*How to complete this task*: Write out the whole listing again so that each line matches the original.

Supplied data START

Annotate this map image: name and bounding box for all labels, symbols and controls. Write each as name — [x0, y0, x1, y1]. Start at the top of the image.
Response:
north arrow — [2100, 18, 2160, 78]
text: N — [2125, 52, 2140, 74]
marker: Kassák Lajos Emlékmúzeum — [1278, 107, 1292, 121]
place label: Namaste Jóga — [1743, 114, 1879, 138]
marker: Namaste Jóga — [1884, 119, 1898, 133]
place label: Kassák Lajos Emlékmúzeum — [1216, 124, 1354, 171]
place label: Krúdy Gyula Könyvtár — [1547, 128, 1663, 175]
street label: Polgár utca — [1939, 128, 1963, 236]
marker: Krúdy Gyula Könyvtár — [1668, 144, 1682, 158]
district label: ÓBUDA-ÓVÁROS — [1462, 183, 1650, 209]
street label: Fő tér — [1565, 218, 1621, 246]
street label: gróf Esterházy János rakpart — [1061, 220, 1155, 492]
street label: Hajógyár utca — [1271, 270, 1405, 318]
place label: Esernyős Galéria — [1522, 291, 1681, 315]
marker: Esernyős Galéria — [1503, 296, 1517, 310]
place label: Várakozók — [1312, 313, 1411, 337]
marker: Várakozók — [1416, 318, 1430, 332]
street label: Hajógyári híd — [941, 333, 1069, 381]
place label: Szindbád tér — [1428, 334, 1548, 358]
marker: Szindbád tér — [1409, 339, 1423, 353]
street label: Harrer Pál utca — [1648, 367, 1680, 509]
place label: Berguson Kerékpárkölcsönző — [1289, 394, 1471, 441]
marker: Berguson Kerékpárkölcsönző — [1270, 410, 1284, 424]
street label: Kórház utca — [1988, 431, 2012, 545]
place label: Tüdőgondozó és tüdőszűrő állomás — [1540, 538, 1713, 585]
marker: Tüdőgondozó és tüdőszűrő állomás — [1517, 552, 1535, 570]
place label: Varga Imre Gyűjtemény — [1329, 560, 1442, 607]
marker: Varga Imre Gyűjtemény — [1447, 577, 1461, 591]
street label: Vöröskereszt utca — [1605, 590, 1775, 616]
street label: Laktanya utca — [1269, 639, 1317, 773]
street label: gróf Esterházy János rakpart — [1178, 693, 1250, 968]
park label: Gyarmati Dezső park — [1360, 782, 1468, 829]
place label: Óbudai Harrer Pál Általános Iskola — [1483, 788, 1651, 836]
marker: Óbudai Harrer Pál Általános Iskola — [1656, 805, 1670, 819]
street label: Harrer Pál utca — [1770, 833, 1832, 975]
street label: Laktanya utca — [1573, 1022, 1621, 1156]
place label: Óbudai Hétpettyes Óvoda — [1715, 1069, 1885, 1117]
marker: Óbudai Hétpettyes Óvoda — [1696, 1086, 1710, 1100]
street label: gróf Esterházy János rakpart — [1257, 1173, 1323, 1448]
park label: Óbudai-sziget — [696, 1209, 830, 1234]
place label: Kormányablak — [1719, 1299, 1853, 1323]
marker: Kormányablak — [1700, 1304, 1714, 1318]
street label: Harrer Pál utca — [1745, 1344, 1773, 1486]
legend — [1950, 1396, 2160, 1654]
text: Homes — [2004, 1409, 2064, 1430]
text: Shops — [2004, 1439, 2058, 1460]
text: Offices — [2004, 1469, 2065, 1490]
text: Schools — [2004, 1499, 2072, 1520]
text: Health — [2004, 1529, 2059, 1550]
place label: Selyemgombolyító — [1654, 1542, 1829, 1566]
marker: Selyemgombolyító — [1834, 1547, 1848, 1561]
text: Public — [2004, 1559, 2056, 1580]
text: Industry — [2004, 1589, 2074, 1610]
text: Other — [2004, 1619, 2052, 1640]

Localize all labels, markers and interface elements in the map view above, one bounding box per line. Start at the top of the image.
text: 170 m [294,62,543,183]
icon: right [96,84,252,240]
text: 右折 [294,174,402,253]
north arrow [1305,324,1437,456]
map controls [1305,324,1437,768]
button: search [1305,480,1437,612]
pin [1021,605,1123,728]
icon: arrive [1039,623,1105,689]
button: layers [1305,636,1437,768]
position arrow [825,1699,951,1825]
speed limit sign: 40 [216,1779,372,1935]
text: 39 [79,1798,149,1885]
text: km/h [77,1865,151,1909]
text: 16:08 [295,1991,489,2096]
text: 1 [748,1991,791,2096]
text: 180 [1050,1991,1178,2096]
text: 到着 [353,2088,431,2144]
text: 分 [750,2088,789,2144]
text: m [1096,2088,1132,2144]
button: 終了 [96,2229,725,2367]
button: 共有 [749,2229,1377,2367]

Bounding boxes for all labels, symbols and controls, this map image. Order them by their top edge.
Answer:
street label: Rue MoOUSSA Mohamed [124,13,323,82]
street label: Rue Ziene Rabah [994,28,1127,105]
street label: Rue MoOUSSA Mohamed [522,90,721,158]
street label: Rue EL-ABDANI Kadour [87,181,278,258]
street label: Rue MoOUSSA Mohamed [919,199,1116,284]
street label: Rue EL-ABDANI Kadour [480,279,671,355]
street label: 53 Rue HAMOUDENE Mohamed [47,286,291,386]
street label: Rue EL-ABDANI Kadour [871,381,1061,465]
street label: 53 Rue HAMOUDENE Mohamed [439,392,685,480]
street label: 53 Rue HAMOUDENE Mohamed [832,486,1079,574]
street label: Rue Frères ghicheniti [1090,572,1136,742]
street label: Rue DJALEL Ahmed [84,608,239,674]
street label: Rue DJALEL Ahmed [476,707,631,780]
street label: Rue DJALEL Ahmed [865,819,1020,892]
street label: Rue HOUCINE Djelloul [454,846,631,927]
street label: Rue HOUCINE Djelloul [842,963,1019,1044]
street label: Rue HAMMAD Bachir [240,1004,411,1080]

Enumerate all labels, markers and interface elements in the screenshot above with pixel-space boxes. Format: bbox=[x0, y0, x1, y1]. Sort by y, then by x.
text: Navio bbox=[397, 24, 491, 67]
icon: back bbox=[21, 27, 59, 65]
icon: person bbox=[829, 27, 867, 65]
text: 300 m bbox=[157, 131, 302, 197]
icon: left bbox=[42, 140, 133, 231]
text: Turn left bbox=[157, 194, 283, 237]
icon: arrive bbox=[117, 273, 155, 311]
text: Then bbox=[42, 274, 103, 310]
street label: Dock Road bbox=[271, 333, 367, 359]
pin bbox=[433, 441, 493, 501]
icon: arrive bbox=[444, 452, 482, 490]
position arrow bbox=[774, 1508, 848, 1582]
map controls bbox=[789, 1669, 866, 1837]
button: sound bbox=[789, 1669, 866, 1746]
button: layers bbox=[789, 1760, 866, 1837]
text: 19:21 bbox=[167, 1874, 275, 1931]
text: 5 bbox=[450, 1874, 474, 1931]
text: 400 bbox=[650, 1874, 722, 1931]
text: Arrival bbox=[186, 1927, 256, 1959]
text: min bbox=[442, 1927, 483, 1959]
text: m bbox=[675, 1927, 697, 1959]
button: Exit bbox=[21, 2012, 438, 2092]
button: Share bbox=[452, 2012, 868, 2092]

Supplied data END

*Result of the exercise*:
Annotate this map image: name and bounding box for all labels, symbols and controls. Write each as name — [x0, y0, x1, y1]. Start at the top of the image.
Response:
north arrow — [2100, 18, 2160, 78]
text: N — [2125, 52, 2140, 74]
marker: Kassák Lajos Emlékmúzeum — [1278, 107, 1292, 121]
place label: Namaste Jóga — [1743, 114, 1879, 138]
marker: Namaste Jóga — [1884, 119, 1898, 133]
place label: Kassák Lajos Emlékmúzeum — [1216, 124, 1354, 171]
place label: Krúdy Gyula Könyvtár — [1547, 128, 1663, 175]
street label: Polgár utca — [1939, 128, 1963, 236]
marker: Krúdy Gyula Könyvtár — [1668, 144, 1682, 158]
district label: ÓBUDA-ÓVÁROS — [1462, 183, 1650, 209]
street label: Fő tér — [1565, 218, 1621, 246]
street label: gróf Esterházy János rakpart — [1061, 220, 1155, 492]
street label: Hajógyár utca — [1271, 270, 1405, 318]
place label: Esernyős Galéria — [1522, 291, 1681, 315]
marker: Esernyős Galéria — [1503, 296, 1517, 310]
place label: Várakozók — [1312, 313, 1411, 337]
marker: Várakozók — [1416, 318, 1430, 332]
street label: Hajógyári híd — [941, 333, 1069, 381]
place label: Szindbád tér — [1428, 334, 1548, 358]
marker: Szindbád tér — [1409, 339, 1423, 353]
street label: Harrer Pál utca — [1648, 367, 1680, 509]
place label: Berguson Kerékpárkölcsönző — [1289, 394, 1471, 441]
marker: Berguson Kerékpárkölcsönző — [1270, 410, 1284, 424]
street label: Kórház utca — [1988, 431, 2012, 545]
place label: Tüdőgondozó és tüdőszűrő állomás — [1540, 538, 1713, 585]
marker: Tüdőgondozó és tüdőszűrő állomás — [1517, 552, 1535, 570]
place label: Varga Imre Gyűjtemény — [1329, 560, 1442, 607]
marker: Varga Imre Gyűjtemény — [1447, 577, 1461, 591]
street label: Vöröskereszt utca — [1605, 590, 1775, 616]
street label: Laktanya utca — [1269, 639, 1317, 773]
street label: gróf Esterházy János rakpart — [1178, 693, 1250, 968]
park label: Gyarmati Dezső park — [1360, 782, 1468, 829]
place label: Óbudai Harrer Pál Általános Iskola — [1483, 788, 1651, 836]
marker: Óbudai Harrer Pál Általános Iskola — [1656, 805, 1670, 819]
street label: Harrer Pál utca — [1770, 833, 1832, 975]
street label: Laktanya utca — [1573, 1022, 1621, 1156]
place label: Óbudai Hétpettyes Óvoda — [1715, 1069, 1885, 1117]
marker: Óbudai Hétpettyes Óvoda — [1696, 1086, 1710, 1100]
street label: gróf Esterházy János rakpart — [1257, 1173, 1323, 1448]
park label: Óbudai-sziget — [696, 1209, 830, 1234]
place label: Kormányablak — [1719, 1299, 1853, 1323]
marker: Kormányablak — [1700, 1304, 1714, 1318]
street label: Harrer Pál utca — [1745, 1344, 1773, 1486]
legend — [1950, 1396, 2160, 1654]
text: Homes — [2004, 1409, 2064, 1430]
text: Shops — [2004, 1439, 2058, 1460]
text: Offices — [2004, 1469, 2065, 1490]
text: Schools — [2004, 1499, 2072, 1520]
text: Health — [2004, 1529, 2059, 1550]
place label: Selyemgombolyító — [1654, 1542, 1829, 1566]
marker: Selyemgombolyító — [1834, 1547, 1848, 1561]
text: Public — [2004, 1559, 2056, 1580]
text: Industry — [2004, 1589, 2074, 1610]
text: Other — [2004, 1619, 2052, 1640]

Localize all labels, markers and interface elements in the map view above, one bounding box per line. Start at the top of the image.
text: 170 m [294,62,543,183]
icon: right [96,84,252,240]
text: 右折 [294,174,402,253]
north arrow [1305,324,1437,456]
map controls [1305,324,1437,768]
button: search [1305,480,1437,612]
pin [1021,605,1123,728]
icon: arrive [1039,623,1105,689]
button: layers [1305,636,1437,768]
position arrow [825,1699,951,1825]
speed limit sign: 40 [216,1779,372,1935]
text: 39 [79,1798,149,1885]
text: km/h [77,1865,151,1909]
text: 16:08 [295,1991,489,2096]
text: 1 [748,1991,791,2096]
text: 180 [1050,1991,1178,2096]
text: 到着 [353,2088,431,2144]
text: 分 [750,2088,789,2144]
text: m [1096,2088,1132,2144]
button: 終了 [96,2229,725,2367]
button: 共有 [749,2229,1377,2367]

Bounding boxes for all labels, symbols and controls, this map image. Order them by their top edge.
Answer:
street label: Rue MoOUSSA Mohamed [124,13,323,82]
street label: Rue Ziene Rabah [994,28,1127,105]
street label: Rue MoOUSSA Mohamed [522,90,721,158]
street label: Rue EL-ABDANI Kadour [87,181,278,258]
street label: Rue MoOUSSA Mohamed [919,199,1116,284]
street label: Rue EL-ABDANI Kadour [480,279,671,355]
street label: 53 Rue HAMOUDENE Mohamed [47,286,291,386]
street label: Rue EL-ABDANI Kadour [871,381,1061,465]
street label: 53 Rue HAMOUDENE Mohamed [439,392,685,480]
street label: 53 Rue HAMOUDENE Mohamed [832,486,1079,574]
street label: Rue Frères ghicheniti [1090,572,1136,742]
street label: Rue DJALEL Ahmed [84,608,239,674]
street label: Rue DJALEL Ahmed [476,707,631,780]
street label: Rue DJALEL Ahmed [865,819,1020,892]
street label: Rue HOUCINE Djelloul [454,846,631,927]
street label: Rue HOUCINE Djelloul [842,963,1019,1044]
street label: Rue HAMMAD Bachir [240,1004,411,1080]

Enumerate all labels, markers and interface elements in the screenshot above with pixel-space boxes. Format: bbox=[x0, y0, x1, y1]. Sort by y, then by x.
text: Navio bbox=[397, 24, 491, 67]
icon: back bbox=[21, 27, 59, 65]
icon: person bbox=[829, 27, 867, 65]
text: 300 m bbox=[157, 131, 302, 197]
icon: left bbox=[42, 140, 133, 231]
text: Turn left bbox=[157, 194, 283, 237]
icon: arrive bbox=[117, 273, 155, 311]
text: Then bbox=[42, 274, 103, 310]
street label: Dock Road bbox=[271, 333, 367, 359]
pin bbox=[433, 441, 493, 501]
icon: arrive bbox=[444, 452, 482, 490]
position arrow bbox=[774, 1508, 848, 1582]
map controls bbox=[789, 1669, 866, 1837]
button: sound bbox=[789, 1669, 866, 1746]
button: layers bbox=[789, 1760, 866, 1837]
text: 19:21 bbox=[167, 1874, 275, 1931]
text: 5 bbox=[450, 1874, 474, 1931]
text: 400 bbox=[650, 1874, 722, 1931]
text: Arrival bbox=[186, 1927, 256, 1959]
text: min bbox=[442, 1927, 483, 1959]
text: m bbox=[675, 1927, 697, 1959]
button: Exit bbox=[21, 2012, 438, 2092]
button: Share bbox=[452, 2012, 868, 2092]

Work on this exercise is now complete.